Segment Start: Entries supplied

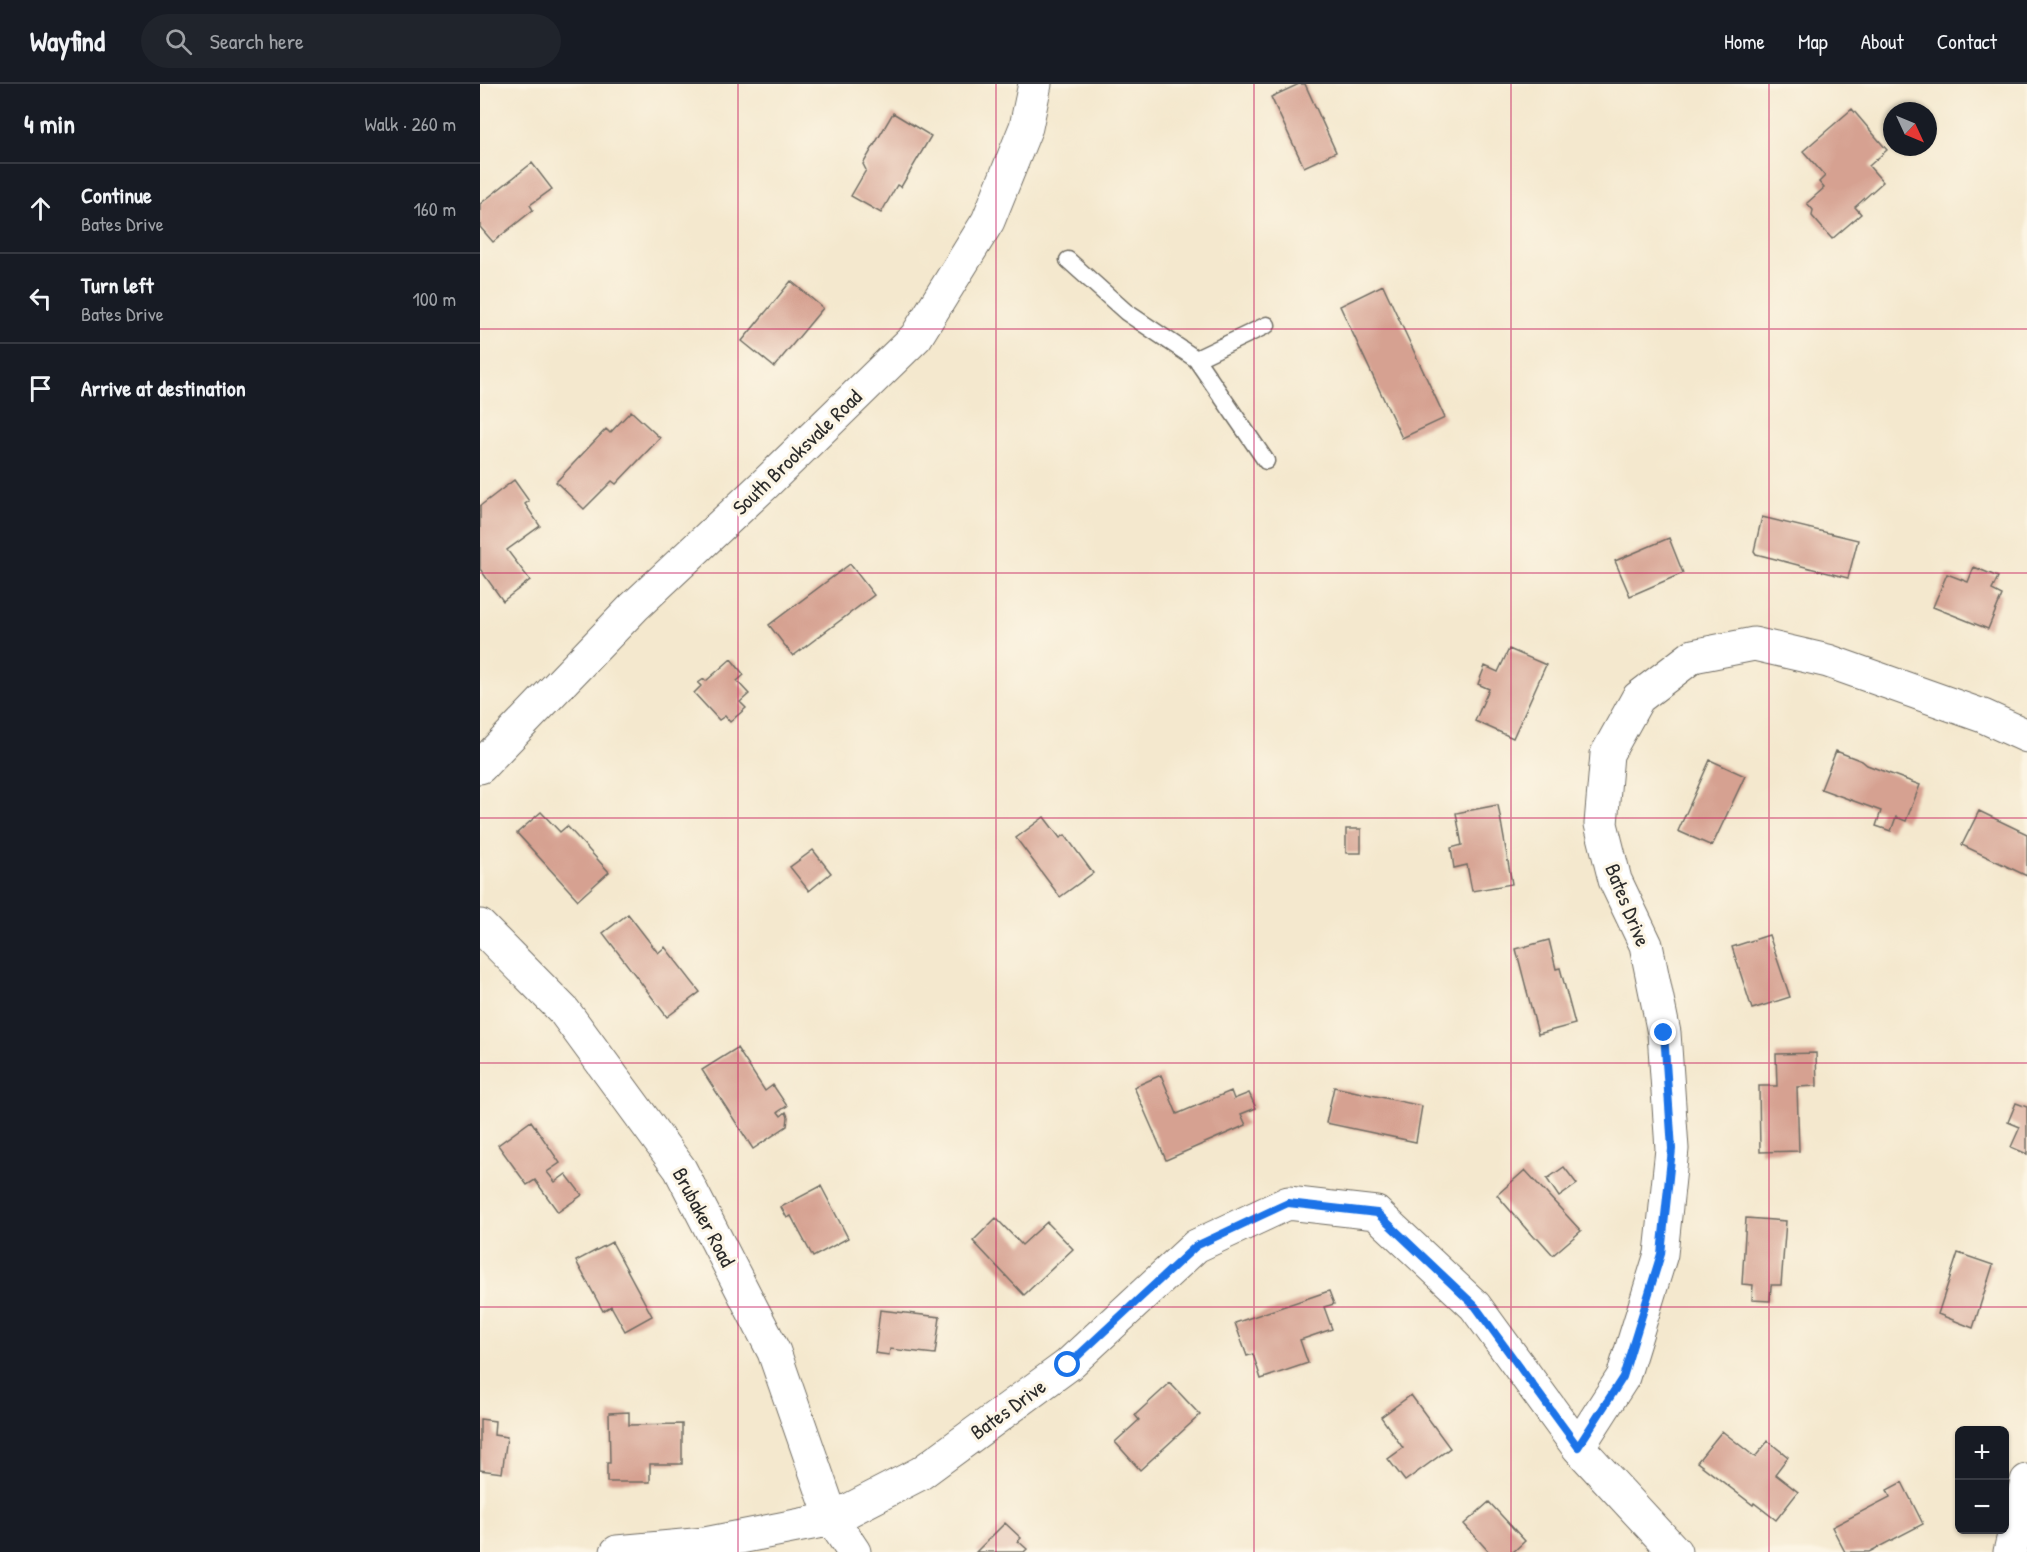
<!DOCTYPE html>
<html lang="en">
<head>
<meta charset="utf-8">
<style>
	:root { --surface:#171b24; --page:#20242c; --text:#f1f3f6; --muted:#9ea1a6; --line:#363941 }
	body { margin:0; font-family:"Patrick Hand",sans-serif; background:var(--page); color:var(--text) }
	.controls { position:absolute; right:18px; bottom:18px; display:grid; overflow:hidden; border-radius:9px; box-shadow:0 2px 4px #0004 }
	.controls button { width:54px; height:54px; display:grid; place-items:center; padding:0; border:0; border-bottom:2px solid var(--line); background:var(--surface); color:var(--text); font:30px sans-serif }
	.compass { position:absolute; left:1403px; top:18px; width:54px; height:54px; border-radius:50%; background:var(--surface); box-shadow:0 2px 4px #0004; rotate:134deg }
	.stop { position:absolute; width:18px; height:18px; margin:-14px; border:4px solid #1a73e8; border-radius:50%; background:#fff }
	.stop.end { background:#1a73e8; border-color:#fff; box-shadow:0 2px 6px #0008 }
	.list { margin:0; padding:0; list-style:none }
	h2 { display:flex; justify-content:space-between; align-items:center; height:78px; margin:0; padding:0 24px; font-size:26px }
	h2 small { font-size:20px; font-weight:400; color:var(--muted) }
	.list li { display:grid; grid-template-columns:39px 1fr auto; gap:18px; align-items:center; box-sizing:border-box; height:90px; padding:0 24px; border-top:2px solid var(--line) }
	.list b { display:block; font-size:22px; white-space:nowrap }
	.list p { margin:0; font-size:20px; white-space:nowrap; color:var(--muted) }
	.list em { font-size:20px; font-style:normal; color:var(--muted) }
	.icon { flex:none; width:33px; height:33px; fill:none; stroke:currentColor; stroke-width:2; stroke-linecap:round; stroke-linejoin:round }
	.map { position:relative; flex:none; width:1547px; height:1468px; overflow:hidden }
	header { display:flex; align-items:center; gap:36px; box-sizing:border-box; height:84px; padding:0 30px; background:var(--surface); border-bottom:2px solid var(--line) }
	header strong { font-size:28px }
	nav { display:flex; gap:33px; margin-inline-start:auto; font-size:21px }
	.search { width:420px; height:54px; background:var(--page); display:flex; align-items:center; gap:15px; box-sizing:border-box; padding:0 21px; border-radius:33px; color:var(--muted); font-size:22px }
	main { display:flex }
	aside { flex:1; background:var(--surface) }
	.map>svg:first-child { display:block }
	.building { fill:#d6a191 }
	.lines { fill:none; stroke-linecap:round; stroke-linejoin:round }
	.lane-casing { stroke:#716d64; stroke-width:19 }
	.street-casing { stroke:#716d64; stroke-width:35 }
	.secondary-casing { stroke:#716d64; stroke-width:35 }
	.lane { stroke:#fff; stroke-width:16 }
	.street { stroke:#fff; stroke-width:33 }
	.secondary { stroke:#fff; stroke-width:33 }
	.route { stroke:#1a73e8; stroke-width:8 }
	.grid { fill:none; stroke:#c2185b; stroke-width:1.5; stroke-opacity:0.55 }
	.labels { text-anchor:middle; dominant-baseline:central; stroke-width:6; stroke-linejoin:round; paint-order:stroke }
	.street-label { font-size:21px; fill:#2b2b2b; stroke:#fcf5e5 }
</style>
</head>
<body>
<header>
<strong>Wayfind</strong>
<div class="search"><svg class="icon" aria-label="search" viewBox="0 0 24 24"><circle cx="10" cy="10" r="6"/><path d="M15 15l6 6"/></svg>Search here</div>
<nav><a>Home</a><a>Map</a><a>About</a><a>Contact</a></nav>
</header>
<main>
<aside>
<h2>4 min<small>Walk · 260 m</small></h2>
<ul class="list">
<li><svg class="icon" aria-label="ahead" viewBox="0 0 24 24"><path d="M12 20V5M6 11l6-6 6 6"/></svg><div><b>Continue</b><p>Bates Drive</p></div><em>160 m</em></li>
<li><svg class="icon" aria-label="left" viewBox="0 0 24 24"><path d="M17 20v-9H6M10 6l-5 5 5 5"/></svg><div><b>Turn left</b><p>Bates Drive</p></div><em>100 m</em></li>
<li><svg class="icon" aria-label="arrive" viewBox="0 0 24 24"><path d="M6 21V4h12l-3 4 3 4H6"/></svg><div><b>Arrive at destination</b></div></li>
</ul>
</aside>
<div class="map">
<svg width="1547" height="1468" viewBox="0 0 1547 1468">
	<rect width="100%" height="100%" fill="#fcf5e5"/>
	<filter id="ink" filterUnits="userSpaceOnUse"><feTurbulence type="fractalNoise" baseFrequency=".0167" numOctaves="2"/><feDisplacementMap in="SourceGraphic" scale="12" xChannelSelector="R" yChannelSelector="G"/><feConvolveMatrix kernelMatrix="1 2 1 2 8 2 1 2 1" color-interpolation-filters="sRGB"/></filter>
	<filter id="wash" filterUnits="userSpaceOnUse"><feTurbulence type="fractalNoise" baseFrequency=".008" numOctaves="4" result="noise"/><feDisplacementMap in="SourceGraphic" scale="24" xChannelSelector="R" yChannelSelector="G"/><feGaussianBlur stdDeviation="1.35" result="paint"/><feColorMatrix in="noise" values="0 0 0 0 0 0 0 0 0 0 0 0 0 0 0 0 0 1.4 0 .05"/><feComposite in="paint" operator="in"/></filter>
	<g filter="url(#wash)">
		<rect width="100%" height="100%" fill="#f4e8ce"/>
		<g id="blocks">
			<path class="building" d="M819 0H825L856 68 824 83 791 13Z
				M1372 25 1407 66 1389 82 1403 98 1375 123 1381 130 1352 155 1332 132 1333 126 1327 119 1344 104 1339 98 1345 92 1323 67Z
				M413 29 451 52 421 103 417 101 401 129 371 112 386 86 383 80Z
				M52 79 72 105 50 121 53 126 13 158 0 143V120Z
				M311 197 343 224 294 283 262 257Z
				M903 201 965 334 922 354 860 222Z
				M151 327 180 354 136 400 132 397 104 425 76 398 126 345 130 349Z
				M34 396 49 417 45 420 60 442 27 466 50 496 23 517 0 485V422Z
				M1282 433 1378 456 1368 494 1276 470 1274 467Z
				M1189 454 1203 489 1150 512 1135 477Z
				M370 480 394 511 313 572 289 541Z
				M1494 483 1518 493 1512 506 1522 511 1508 545 1453 523 1467 490 1488 498Z
				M1029 565 1066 581 1033 654 995 637 1009 605 998 600 1005 582 1018 588Z
				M251 575 264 591 257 597 269 610 260 618 266 624 250 638 245 632 239 636 214 609 221 602 218 599 224 595 226 597Z
				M1356 667 1382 677 1387 681 1440 701 1426 737 1416 733 1411 747 1396 742 1401 727 1341 705Z
				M1230 676 1265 692 1232 762 1198 747Z
				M1018 721 1032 800 992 807 987 781 974 784 971 764 982 761 976 729Z
				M1499 727 1547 750V792L1482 761Z
				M61 728 80 748 87 742 129 788 98 816 37 749Z
				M564 733 580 754 585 751 613 789 580 813 536 754Z
				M866 745H881V769H866Z
				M333 766 351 789 329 807 310 783Z
				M148 830 178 869 185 863 220 908 187 933 123 849Z
				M1289 851 1310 913 1272 925 1252 863Z
				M1069 856 1076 885 1080 884 1095 940 1058 950 1036 865Z
				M257 964 285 1007 293 1001 307 1022 298 1028 301 1032 306 1028 308 1033 307 1042 273 1065 222 986Z
				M1336 969 1337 1002 1317 1003 1319 1067 1280 1068 1279 1002H1297L1296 970Z
				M681 991 697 1030 751 1007 754 1015 769 1009 776 1024 761 1030 766 1041 686 1076 654 1003Z
				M854 1003 942 1022 936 1058 846 1039Z
				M1536 1019 1547 1023V1070L1531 1063 1540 1043 1528 1038Z
				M51 1037 80 1079 67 1088 75 1098 86 1090 102 1111 78 1128 55 1096 47 1101 18 1061Z
				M1084 1083 1097 1100 1079 1113 1067 1095Z
				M1045 1086 1101 1147 1073 1171 1058 1154H1054L1017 1111Z
				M341 1102 368 1154 333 1173 311 1132 307 1134 301 1123Z
				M516 1134 542 1161 567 1138 593 1165 544 1211 493 1157Z
				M1266 1134 1306 1137 1301 1201H1291L1290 1217 1272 1216 1273 1201 1262 1200Z
				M132 1158 172 1232 145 1247 131 1222 123 1227 96 1177Z
				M1478 1169 1513 1181 1493 1244 1458 1230Z
				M849 1207 854 1220 844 1223 852 1245 820 1256 828 1279 781 1295 773 1270 767 1272 755 1239Z
				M400 1226 460 1233 455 1270 410 1265 409 1271 395 1269Z
				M690 1299 720 1331 660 1386 635 1358 659 1336 655 1331Z
				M931 1311 970 1364 925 1397 908 1375 923 1364 901 1333Z
				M149 1328V1341L202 1340V1380H170V1398H127V1379H130L129 1329Z
				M0 1335 15 1337 14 1351 27 1353 22 1389 0 1386Z
				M1242 1347 1275 1373 1288 1357 1308 1373 1295 1390 1318 1408 1296 1436 1274 1419 1273 1421 1217 1378Z
				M1422 1398 1443 1440 1389 1468H1365L1352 1443 1410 1413 1407 1406Z
				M1009 1418 1045 1457 1033 1468H1009L984 1440Z
				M525 1439 541 1454 538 1457 547 1465 544 1468H496Z"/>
		</g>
	</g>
	<g filter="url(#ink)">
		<use href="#blocks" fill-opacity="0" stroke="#716d64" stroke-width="1.5"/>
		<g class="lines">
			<defs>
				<path id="lane" d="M588 176 646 228 716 275 786 377
					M716 275 787 241"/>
				<path id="street" d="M0 842 84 927 200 1085 294 1268 352 1435 374 1468
					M1098 1363 1143 1293 1181 1170 1192 1065 1184 949 1166 861 1135 796 1121 740 1127 670 1158 614 1213 572 1274 560 1348 577 1503 632 1547 652
					M137 1468 225 1460 352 1435 441 1389 588 1281 716 1162 808 1119 896 1129 995 1222 1098 1363 1195 1468
					M1530 1468 1547 1397"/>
				<path id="secondary" d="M0 683 154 523 284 401 436 253 508 137 546 43 555 0"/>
			</defs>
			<use href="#lane" class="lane-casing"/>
			<use href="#street" class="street-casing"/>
			<use href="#secondary" class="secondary-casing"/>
			<use href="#lane" class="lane"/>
			<use href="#street" class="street"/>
			<use href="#secondary" class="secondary"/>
		</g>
	</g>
	<g class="lines" filter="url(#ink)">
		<path class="route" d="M588 1281 716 1162 808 1119 897 1129 995 1222 1098 1363 1143 1293 1181 1170 1192 1065 1184 949"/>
	</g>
	<path class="grid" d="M258 0V1468M516 0V1468M774 0V1468M1031 0V1468M1289 0V1468M0 245H1547M0 489H1547M0 734H1547M0 979H1547M0 1223H1547"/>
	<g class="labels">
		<g class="street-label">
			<text transform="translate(317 368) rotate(-44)">South Brooksvale Road</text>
			<text transform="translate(1148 821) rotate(68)">Bates Drive</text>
			<text transform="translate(224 1133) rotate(62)">Brubaker Road</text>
			<text transform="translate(528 1325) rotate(-36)">Bates Drive</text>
		</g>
	</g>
</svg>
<div class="controls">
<button>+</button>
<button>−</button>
</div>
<svg class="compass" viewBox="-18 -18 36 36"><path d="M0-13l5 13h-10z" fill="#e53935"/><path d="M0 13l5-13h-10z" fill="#9ea1a6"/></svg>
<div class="stop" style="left:588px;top:1281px"></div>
<div class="stop end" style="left:1184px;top:949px"></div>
</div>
</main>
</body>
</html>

Segment End: Entries supplied

■ **Exercise brief**:
In the listing above, find the line with "background:#1a73e8; border-color:#fff; box-shadow:0" and the line with "margin:0; padding:0; list-style:none", then print exactly those lines and every line between them.

■ **Task output**:
	.stop.end { background:#1a73e8; border-color:#fff; box-shadow:0 2px 6px #0008 }
	.list { margin:0; padding:0; list-style:none }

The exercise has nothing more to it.